蜂谷の目がらんらんと光っている。いいぞ! この迫力を俺は求めていたんだ。もがきながら蜂谷が沈んでいく。
カメラは蜂谷が沈んだ海面を追う。だんだんあぶくが出なくなり、海面が静かになる。
「カット! 紐を引いて合図しろ」
「監督、大変です。応答がありません」
まさか、宅ぼんは本当に溺れているのか?
「紐を引っ張れ。泳ぎに自信がある奴は飛び込め!」
ザブーン、ザブーン
「見つけたぞ!」
見つけた宅ぼんは息をしていなかった。懸命に人工呼吸をしたが、二度と息をすることはなかった。

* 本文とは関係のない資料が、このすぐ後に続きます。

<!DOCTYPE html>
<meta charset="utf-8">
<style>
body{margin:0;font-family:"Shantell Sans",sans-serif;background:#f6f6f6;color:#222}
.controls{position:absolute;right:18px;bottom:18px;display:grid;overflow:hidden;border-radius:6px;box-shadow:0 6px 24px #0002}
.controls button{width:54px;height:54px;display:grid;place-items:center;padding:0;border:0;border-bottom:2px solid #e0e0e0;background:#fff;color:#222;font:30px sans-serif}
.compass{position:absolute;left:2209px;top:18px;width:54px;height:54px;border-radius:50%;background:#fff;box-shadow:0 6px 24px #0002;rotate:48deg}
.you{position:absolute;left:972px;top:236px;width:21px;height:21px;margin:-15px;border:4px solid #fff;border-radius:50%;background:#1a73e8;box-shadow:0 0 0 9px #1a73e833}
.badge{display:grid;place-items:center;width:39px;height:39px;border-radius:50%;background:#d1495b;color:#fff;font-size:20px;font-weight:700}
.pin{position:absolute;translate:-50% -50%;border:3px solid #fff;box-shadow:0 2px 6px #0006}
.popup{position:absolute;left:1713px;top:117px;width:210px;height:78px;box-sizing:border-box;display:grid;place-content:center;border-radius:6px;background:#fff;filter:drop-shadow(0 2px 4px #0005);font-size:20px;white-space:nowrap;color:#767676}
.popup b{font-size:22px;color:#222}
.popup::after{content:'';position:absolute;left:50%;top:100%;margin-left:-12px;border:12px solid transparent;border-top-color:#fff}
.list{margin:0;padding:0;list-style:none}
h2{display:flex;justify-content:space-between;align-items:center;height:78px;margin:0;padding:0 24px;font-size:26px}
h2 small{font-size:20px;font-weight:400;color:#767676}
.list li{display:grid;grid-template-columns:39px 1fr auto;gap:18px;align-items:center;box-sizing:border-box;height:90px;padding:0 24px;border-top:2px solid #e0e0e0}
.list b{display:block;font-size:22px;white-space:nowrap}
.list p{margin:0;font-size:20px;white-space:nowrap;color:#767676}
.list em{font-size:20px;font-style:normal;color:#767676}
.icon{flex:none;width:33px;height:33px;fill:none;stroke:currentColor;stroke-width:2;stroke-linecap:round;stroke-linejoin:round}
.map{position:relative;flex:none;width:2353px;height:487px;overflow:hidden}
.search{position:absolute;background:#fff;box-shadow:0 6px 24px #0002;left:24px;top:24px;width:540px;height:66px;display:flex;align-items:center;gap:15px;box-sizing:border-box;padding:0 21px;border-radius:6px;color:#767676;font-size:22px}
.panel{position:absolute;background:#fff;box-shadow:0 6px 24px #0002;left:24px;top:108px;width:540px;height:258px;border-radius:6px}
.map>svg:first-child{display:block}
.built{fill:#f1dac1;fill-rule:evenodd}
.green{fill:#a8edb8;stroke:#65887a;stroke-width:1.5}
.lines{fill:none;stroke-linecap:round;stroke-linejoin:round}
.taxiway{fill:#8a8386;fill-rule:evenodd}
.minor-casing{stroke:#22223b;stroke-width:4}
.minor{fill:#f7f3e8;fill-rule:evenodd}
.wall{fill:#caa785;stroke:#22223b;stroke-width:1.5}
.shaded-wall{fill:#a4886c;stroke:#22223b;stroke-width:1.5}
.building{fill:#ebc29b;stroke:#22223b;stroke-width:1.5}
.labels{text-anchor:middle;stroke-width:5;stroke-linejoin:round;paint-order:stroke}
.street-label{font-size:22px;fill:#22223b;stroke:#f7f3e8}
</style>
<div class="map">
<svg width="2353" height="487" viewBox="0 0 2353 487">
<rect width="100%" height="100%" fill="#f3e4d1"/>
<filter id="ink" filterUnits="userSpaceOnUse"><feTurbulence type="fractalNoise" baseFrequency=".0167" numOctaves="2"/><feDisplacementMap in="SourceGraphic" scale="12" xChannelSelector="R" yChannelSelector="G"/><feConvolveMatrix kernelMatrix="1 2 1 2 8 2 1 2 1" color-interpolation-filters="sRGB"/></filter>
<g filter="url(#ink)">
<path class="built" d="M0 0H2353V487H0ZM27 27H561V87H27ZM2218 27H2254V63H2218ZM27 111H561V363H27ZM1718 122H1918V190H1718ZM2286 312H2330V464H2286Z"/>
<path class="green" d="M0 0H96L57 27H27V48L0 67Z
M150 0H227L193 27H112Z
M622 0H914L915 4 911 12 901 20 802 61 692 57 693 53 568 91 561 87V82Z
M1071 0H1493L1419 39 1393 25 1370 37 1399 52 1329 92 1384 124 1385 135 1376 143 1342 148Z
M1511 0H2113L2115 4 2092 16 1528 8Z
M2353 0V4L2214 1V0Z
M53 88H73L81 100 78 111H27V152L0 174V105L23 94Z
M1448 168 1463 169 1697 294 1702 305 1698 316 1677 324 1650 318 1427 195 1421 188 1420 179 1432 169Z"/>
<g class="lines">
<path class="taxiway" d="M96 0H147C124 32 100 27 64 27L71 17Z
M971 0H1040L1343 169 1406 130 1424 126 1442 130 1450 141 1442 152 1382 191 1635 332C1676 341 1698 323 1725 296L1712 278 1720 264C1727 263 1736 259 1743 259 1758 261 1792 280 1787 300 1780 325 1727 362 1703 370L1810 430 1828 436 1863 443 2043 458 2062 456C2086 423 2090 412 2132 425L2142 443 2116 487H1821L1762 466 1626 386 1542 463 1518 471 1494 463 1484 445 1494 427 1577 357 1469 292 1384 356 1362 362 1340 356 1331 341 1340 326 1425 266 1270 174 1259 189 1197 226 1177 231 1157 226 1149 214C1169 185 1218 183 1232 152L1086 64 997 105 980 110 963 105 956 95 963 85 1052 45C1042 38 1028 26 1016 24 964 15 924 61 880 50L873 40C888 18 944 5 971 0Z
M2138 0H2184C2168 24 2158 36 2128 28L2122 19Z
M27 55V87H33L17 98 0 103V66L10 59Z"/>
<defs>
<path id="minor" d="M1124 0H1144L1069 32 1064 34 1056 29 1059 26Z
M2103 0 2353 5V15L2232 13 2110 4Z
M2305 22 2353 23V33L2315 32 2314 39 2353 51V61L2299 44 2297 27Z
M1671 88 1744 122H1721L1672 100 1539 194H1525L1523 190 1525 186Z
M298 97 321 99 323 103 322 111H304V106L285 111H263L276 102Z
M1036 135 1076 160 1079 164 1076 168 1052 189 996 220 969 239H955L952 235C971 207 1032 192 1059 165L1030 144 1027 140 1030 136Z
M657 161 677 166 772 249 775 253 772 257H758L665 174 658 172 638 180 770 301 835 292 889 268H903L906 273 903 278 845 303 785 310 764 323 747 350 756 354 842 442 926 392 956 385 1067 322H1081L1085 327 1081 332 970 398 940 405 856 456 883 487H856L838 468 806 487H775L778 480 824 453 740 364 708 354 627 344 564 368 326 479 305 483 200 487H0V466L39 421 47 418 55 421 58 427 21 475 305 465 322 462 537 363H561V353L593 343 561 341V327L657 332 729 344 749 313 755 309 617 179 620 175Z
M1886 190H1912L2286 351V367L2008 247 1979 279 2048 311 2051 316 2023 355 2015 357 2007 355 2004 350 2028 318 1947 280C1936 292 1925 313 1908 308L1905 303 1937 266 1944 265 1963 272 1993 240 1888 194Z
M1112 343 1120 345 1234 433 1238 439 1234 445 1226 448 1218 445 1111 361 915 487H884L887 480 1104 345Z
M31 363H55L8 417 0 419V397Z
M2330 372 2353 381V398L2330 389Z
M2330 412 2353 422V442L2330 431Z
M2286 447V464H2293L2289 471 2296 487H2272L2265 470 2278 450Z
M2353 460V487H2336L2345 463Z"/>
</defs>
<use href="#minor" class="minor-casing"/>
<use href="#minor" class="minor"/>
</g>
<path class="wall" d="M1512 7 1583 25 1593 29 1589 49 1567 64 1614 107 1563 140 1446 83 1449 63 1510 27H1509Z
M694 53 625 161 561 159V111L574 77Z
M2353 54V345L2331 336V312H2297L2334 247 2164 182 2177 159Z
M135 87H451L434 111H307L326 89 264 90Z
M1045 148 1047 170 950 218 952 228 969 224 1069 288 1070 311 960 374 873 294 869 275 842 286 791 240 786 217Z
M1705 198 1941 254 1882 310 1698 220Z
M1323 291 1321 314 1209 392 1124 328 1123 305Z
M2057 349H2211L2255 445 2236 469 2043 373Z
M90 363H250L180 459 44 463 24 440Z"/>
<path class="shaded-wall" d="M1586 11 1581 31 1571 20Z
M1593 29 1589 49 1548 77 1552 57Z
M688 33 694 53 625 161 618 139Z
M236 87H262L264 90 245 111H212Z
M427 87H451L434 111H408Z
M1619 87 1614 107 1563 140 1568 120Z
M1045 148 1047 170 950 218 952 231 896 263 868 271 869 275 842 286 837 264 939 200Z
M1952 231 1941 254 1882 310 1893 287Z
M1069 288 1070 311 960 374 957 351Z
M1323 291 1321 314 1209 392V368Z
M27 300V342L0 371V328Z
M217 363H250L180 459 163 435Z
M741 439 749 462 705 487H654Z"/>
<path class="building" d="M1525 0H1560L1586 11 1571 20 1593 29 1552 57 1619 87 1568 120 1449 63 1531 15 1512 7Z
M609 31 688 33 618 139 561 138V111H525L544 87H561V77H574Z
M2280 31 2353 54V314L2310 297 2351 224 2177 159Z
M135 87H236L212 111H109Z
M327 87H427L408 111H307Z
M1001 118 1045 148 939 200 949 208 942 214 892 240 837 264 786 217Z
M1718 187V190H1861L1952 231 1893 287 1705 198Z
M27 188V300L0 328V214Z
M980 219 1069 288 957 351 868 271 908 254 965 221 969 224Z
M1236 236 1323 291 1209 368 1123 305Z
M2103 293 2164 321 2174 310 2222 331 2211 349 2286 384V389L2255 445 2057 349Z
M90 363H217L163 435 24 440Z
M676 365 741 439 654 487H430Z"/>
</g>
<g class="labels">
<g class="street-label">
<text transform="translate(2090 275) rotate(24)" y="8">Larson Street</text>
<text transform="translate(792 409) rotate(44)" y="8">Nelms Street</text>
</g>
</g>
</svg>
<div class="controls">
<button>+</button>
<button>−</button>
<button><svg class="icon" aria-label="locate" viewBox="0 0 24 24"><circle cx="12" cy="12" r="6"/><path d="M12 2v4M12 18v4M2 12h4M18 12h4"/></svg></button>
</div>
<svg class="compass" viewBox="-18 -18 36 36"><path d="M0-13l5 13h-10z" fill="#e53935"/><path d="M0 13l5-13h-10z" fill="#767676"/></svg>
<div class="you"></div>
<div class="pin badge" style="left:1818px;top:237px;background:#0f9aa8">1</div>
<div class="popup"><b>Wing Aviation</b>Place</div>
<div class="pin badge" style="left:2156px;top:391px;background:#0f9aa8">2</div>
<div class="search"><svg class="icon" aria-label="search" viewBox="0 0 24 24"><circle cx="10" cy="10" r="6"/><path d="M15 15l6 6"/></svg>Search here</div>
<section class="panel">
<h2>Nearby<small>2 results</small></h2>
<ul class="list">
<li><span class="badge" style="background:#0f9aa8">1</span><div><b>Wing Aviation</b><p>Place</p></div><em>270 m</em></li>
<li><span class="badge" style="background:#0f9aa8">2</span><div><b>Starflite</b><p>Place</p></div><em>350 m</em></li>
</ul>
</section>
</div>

翌日、スポーツ新聞の一面の大見出しに、宅ぼんの名前が載った。
『俳優海野宅三、撮影中事故死』
『北映「勝者なき戦い」撮影中止か?』
北映は世間からの非難に晒された。「撮影で事故を起こすような映画は中止すべきだ」というのが圧倒的な世間の声だった。各局のワイドショーはすべて、北映と映画監督の俺を糾弾した。
二日後、宅ぼんの葬儀が行われた。それに先立って、俺と五島プロデューサーは、北映の結論を持って、宅ぼんの妻であるしおりさんと会った。やつれているしおりさんを見るのは忍びなかった。